Thankfully, Andrew has provided some morning reading material. Lots of good stuff, but what I’ll write about in particular today is gonna be Ian Horswill’s position paper on modeling psychopathology in AI. He argues that we should have more AI models for with characters that have the same failings/weaknesses in other narrative mediums.

Now, I’m a fan of this line of thinking fer sure (and the general thought that we should be trying to simulate characters, and not people). But, this paper only argues for half of that – what about the modeling of character strengths? To make a character compelling they can’t be a total loser (all weaknesses), or perfect (all strengths).

Most interesting to me, though, are those characters whose strengths also serve as weaknesses, but in different situations. Take Adama from Battlestar Galactica (the new one, naturally). He’s incredibly loyal, but but his loyalty to Tigh gets him in trouble because of all of Tigh’s problems & bad decision making. You see the characteristic in times of strength, and then you understand the character better when it becomes a weakness - in other words, they can do something incredibly stupid and that might actually increase your connection to them. While if they did something stupid and you didn’t understand why, your interest in the story would drop dramatically.

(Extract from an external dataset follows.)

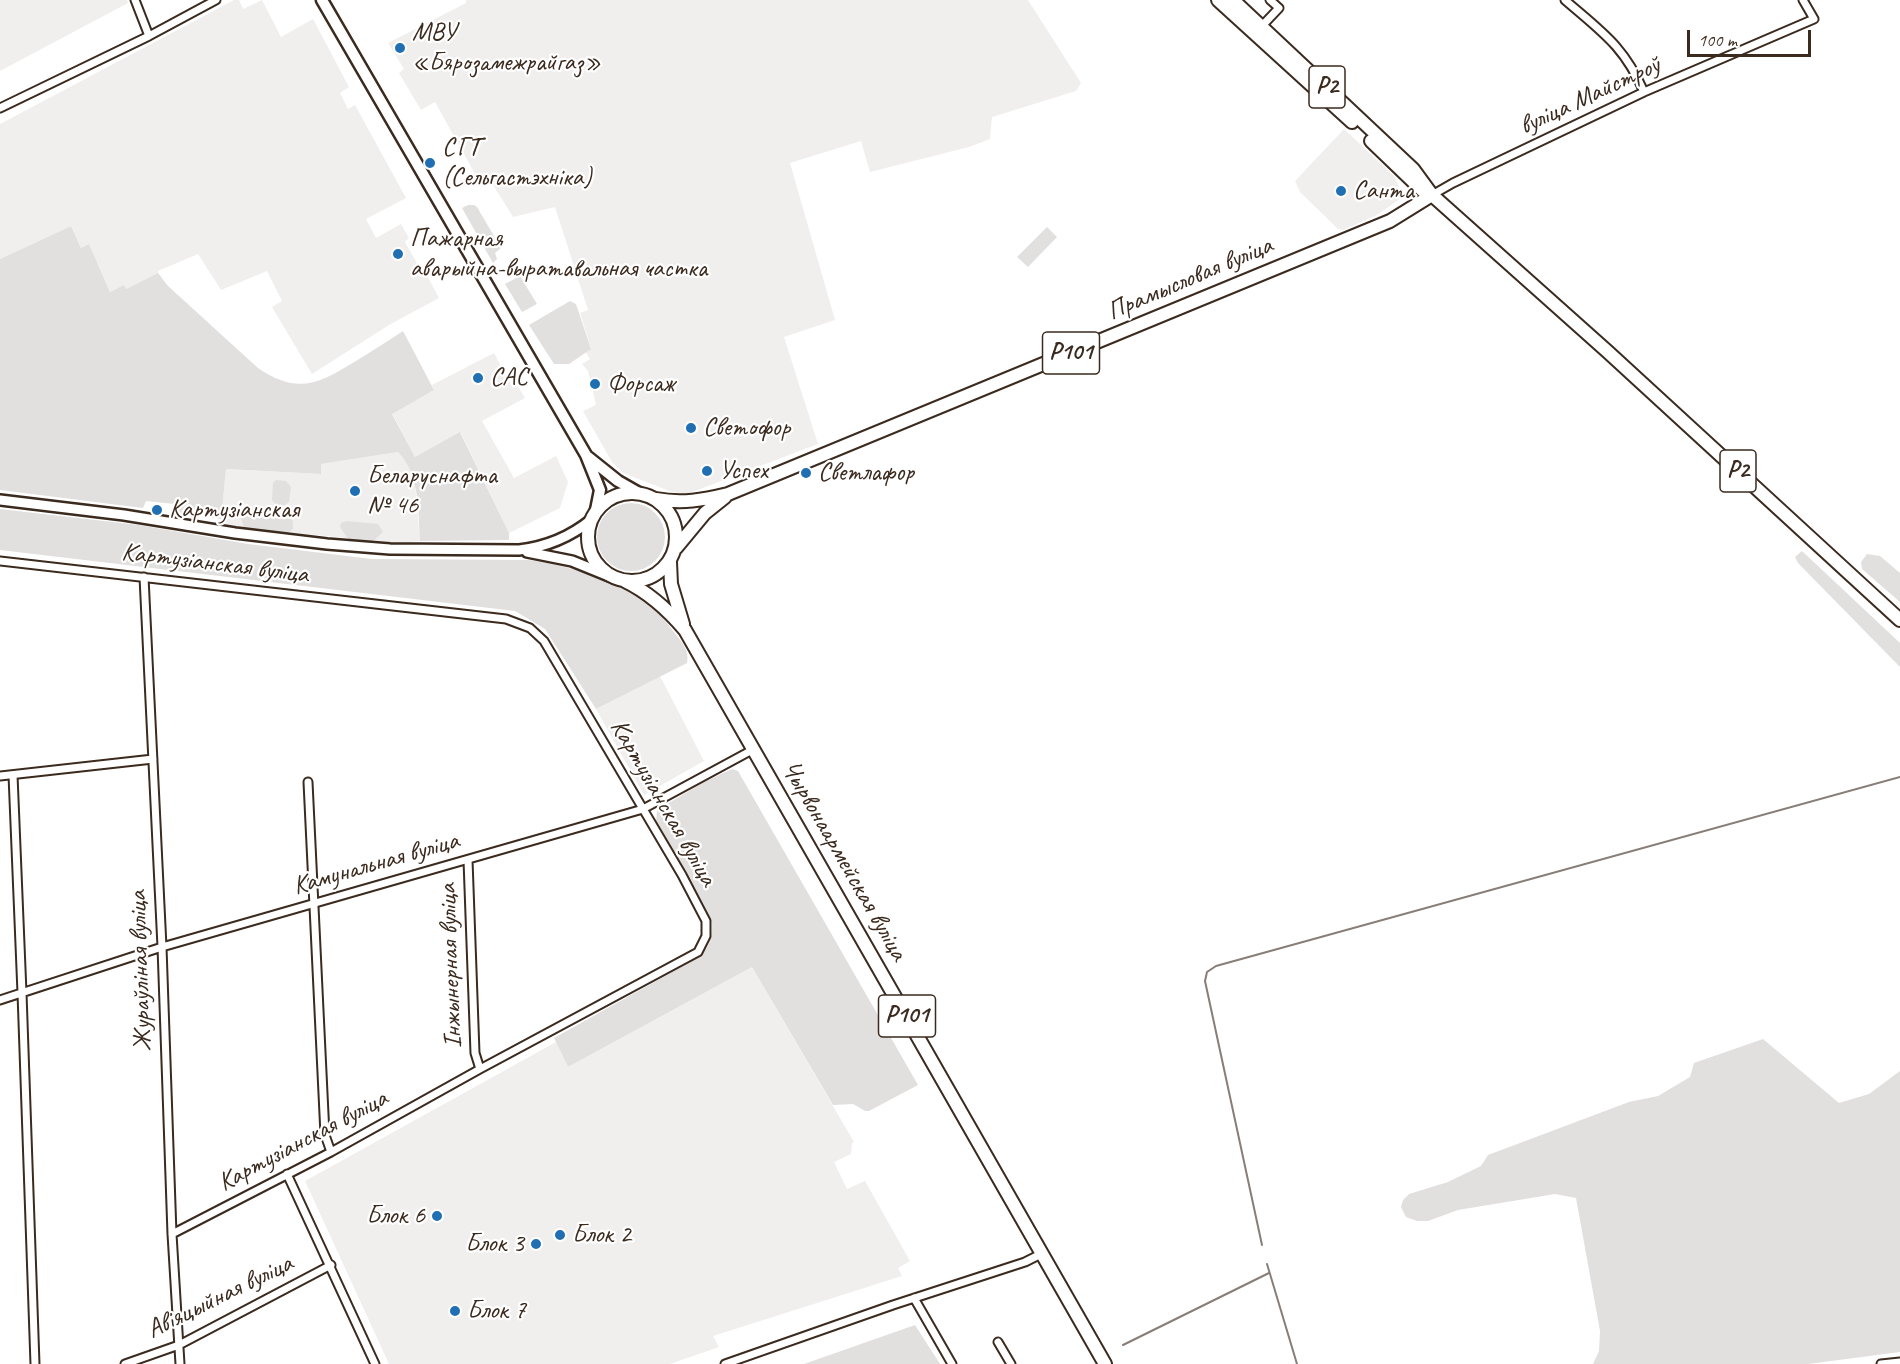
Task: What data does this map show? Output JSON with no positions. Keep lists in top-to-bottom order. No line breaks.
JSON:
{"streets":{"main road":["Р2","Прамысловая вуліца","Р101","Чырвонаармейская вуліца"],"street":["вуліца Майстроў","Картузіанская вуліца","Камунальная вуліца","Інжынерная вуліца","Жураўліная вуліца","Авіяцыйная вуліца"]},"crossings":[["Р2","вуліца Майстроў"],["Р2","Прамысловая вуліца"],["вуліца Майстроў","Прамысловая вуліца"],["Прамысловая вуліца","Р101"],["Прамысловая вуліца","Чырвонаармейская вуліца"],["Р101","Чырвонаармейская вуліца"],["Картузіанская вуліца","Камунальная вуліца"],["Картузіанская вуліца","Інжынерная вуліца"],["Картузіанская вуліца","Жураўліная вуліца"],["Чырвонаармейская вуліца","Камунальная вуліца"],["Камунальная вуліца","Інжынерная вуліца"],["Камунальная вуліца","Жураўліная вуліца"],["Жураўліная вуліца","Авіяцыйная вуліца"]],"places":["МВУ «Бярозамежрайгаз»","СГТ (Сельгастэхніка)","Санта","Пажарная аварыйна-выратавальная частка","САС","Форсаж","Светофор","Успех","Светлафор","Беларуснафта № 46","Картузіанская","Блок 6","Блок 2","Блок 3","Блок 7"],"scale_bar":"100 m"}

Wow, so you mean a character can do something dumb and you *enjoy* this? Compare that to most AI in game’s today - generally speaking, that’s hard to find. It is a problem you come across, though, even the most basic button mashing brawler. Take, for instance, the mad goblin bomber. We’ve seen him in any number of fantasy games. You know his deal, he runs at you with a bomb, and explodes.

Now, strictly speaking, this is about the stupidest thing any character could conceivably do, in terms of trying to defeat someone who has slain hundreds of their kinsmen. Yet I’ve never once heard anyone say, “Goddamn, that’s some stupid AI!” He runs right at you and explodes! Into little bitty bits! C’mon, people!

But we forgive this – why? Because he wildly gesticulates his hands in the air, screams unintelligibly, and probably dresses in wild colors compared to his saner goblin friends. We understand his character (as such), is not prioritizing a rational attempt to deal with you as a threat in a strategic fashion. This is a character that is fascinated with blowing shit up. This is often a strength, mind you; in this case, not so much. But we can understand his priorities in decision making, even if they are weaknesses (as they need to be for the player to complete the game) and so we understand his character, which in turns makes the AI not look stupid.

Slowly, ever so slowly, this will hopefully evolve past the mad goblin, as Horswill suggests.